**TASK OBJECTIVE**
Below are the records. Retype, exactly, the lines from the first through the line with "height:3px; margin-top:-1.5px; transform-origin:0;", and leave out the pictures.

**DATASET EXTRACT**

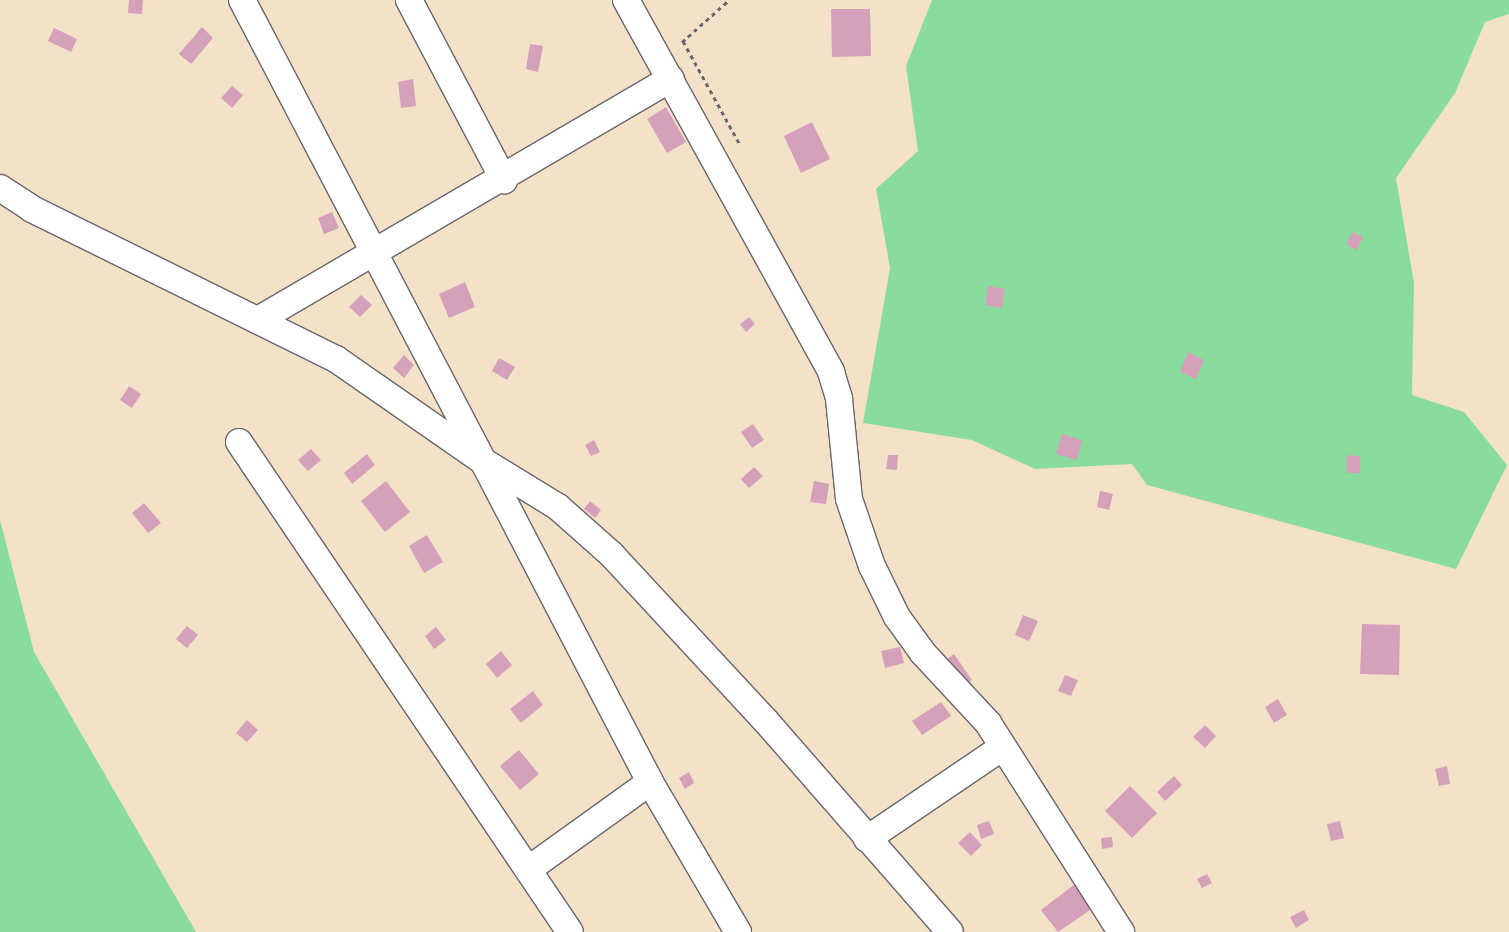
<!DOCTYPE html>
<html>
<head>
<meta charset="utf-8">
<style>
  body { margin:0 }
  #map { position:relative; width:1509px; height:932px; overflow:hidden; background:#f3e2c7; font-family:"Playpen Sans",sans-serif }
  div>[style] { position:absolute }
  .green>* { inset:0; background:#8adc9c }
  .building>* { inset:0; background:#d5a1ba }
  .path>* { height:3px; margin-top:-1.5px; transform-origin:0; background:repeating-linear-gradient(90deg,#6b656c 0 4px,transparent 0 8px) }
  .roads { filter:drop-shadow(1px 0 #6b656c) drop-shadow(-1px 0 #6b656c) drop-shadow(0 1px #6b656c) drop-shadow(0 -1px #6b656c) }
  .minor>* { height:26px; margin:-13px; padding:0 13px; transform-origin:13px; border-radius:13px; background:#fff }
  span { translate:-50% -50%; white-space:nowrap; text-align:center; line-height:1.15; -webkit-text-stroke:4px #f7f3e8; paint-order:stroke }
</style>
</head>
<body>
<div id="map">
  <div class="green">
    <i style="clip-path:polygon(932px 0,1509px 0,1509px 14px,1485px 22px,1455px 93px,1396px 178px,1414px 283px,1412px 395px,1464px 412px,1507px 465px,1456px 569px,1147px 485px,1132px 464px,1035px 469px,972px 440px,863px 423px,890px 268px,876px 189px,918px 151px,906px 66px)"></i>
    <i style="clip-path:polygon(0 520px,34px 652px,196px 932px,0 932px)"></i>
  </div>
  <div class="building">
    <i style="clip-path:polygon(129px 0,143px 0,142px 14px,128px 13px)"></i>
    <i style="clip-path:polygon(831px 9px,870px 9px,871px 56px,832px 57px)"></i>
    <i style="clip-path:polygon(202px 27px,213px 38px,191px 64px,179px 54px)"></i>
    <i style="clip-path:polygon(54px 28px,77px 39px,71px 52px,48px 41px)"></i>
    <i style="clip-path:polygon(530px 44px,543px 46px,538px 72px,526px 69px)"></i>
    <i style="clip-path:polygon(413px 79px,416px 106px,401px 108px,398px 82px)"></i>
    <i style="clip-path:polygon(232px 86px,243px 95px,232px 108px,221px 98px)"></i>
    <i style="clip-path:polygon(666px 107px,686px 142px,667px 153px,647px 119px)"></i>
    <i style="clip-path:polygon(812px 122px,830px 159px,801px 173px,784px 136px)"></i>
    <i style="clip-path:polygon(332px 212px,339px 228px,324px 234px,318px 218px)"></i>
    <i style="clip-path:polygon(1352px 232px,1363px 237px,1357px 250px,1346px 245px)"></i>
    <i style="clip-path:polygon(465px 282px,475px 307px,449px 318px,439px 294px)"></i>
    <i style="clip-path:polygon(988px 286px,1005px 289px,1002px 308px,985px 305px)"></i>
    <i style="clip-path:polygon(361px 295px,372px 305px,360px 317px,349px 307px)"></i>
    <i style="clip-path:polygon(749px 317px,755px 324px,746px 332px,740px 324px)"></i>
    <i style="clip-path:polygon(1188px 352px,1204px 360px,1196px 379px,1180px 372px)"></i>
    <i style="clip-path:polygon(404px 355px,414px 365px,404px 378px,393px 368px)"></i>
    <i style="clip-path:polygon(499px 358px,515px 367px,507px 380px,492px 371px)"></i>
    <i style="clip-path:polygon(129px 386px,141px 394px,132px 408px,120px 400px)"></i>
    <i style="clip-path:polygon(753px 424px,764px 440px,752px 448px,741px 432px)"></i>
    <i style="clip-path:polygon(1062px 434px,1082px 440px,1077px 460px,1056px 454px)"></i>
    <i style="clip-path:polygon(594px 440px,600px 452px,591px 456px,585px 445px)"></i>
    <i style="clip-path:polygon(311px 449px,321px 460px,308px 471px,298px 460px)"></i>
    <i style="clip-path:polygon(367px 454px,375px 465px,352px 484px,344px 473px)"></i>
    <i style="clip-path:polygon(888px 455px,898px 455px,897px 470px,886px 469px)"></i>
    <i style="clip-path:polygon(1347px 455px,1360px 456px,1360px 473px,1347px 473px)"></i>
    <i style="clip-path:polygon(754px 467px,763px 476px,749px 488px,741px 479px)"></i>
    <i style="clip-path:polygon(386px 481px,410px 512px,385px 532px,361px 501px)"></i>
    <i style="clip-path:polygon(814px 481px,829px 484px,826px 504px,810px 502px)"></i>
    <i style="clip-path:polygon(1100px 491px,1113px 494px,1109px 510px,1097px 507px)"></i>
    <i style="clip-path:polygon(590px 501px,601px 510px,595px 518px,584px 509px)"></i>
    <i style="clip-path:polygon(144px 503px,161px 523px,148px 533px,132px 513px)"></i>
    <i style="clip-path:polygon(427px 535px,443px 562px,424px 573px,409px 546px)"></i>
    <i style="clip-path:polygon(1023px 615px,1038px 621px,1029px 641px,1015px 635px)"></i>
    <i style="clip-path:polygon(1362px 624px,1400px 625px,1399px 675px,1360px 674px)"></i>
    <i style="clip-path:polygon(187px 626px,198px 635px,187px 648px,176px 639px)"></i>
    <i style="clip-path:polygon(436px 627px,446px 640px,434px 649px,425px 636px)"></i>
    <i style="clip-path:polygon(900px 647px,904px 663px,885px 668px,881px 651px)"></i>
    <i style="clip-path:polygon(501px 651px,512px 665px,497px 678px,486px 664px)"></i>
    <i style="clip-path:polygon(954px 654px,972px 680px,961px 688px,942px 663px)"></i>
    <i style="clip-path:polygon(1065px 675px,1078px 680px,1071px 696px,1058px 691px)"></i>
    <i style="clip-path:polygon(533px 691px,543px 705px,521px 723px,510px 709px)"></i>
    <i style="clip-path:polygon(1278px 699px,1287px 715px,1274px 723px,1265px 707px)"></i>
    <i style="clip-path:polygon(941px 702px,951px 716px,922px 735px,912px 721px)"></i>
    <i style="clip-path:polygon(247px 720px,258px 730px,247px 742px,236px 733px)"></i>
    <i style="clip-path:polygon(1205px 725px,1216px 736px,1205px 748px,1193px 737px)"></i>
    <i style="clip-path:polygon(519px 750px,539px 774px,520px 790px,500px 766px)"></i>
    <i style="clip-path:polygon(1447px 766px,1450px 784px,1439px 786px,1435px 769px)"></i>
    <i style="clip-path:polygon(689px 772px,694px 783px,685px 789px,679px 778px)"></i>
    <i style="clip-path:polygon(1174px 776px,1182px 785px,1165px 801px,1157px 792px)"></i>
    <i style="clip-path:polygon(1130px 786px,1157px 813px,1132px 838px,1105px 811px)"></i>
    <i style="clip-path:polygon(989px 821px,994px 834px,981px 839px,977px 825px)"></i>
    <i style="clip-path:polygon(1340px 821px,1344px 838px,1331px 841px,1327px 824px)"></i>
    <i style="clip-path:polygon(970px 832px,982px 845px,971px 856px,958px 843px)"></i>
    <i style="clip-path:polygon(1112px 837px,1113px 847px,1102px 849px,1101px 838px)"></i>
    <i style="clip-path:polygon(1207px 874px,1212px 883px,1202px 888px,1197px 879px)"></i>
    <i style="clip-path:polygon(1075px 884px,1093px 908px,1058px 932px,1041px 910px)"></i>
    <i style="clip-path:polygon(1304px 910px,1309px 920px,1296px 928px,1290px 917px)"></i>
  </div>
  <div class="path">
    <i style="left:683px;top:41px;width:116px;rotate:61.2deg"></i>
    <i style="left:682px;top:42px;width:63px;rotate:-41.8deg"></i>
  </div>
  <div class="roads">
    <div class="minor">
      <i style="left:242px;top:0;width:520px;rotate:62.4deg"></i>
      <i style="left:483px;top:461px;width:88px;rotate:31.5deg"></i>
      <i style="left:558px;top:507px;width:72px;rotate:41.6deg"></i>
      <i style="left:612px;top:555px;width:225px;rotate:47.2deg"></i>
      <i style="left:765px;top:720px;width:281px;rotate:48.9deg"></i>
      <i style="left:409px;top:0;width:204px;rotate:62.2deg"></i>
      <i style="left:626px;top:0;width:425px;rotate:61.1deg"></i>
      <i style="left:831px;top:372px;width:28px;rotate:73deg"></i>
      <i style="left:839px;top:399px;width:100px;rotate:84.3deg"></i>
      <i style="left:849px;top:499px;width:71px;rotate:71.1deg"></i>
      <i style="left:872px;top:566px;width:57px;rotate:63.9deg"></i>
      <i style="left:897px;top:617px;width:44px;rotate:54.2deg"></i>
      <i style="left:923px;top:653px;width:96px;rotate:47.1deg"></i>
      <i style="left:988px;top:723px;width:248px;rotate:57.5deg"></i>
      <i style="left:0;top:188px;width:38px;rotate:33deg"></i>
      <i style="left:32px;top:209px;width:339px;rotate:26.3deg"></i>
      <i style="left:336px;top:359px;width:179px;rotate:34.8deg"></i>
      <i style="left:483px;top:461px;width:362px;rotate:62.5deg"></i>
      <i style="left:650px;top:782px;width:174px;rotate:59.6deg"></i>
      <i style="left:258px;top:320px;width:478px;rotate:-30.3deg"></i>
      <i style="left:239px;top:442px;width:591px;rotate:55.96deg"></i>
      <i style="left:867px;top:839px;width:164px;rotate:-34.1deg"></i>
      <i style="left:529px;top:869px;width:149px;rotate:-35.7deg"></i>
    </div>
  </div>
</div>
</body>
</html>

**ANSWER FOR THIS EXERCISE**
<!DOCTYPE html>
<html>
<head>
<meta charset="utf-8">
<style>
  body { margin:0 }
  #map { position:relative; width:1509px; height:932px; overflow:hidden; background:#f3e2c7; font-family:"Playpen Sans",sans-serif }
  div>[style] { position:absolute }
  .green>* { inset:0; background:#8adc9c }
  .building>* { inset:0; background:#d5a1ba }
  .path>* { height:3px; margin-top:-1.5px; transform-origin:0; background:repeating-linear-gradient(90deg,#6b656c 0 4px,transparent 0 8px) }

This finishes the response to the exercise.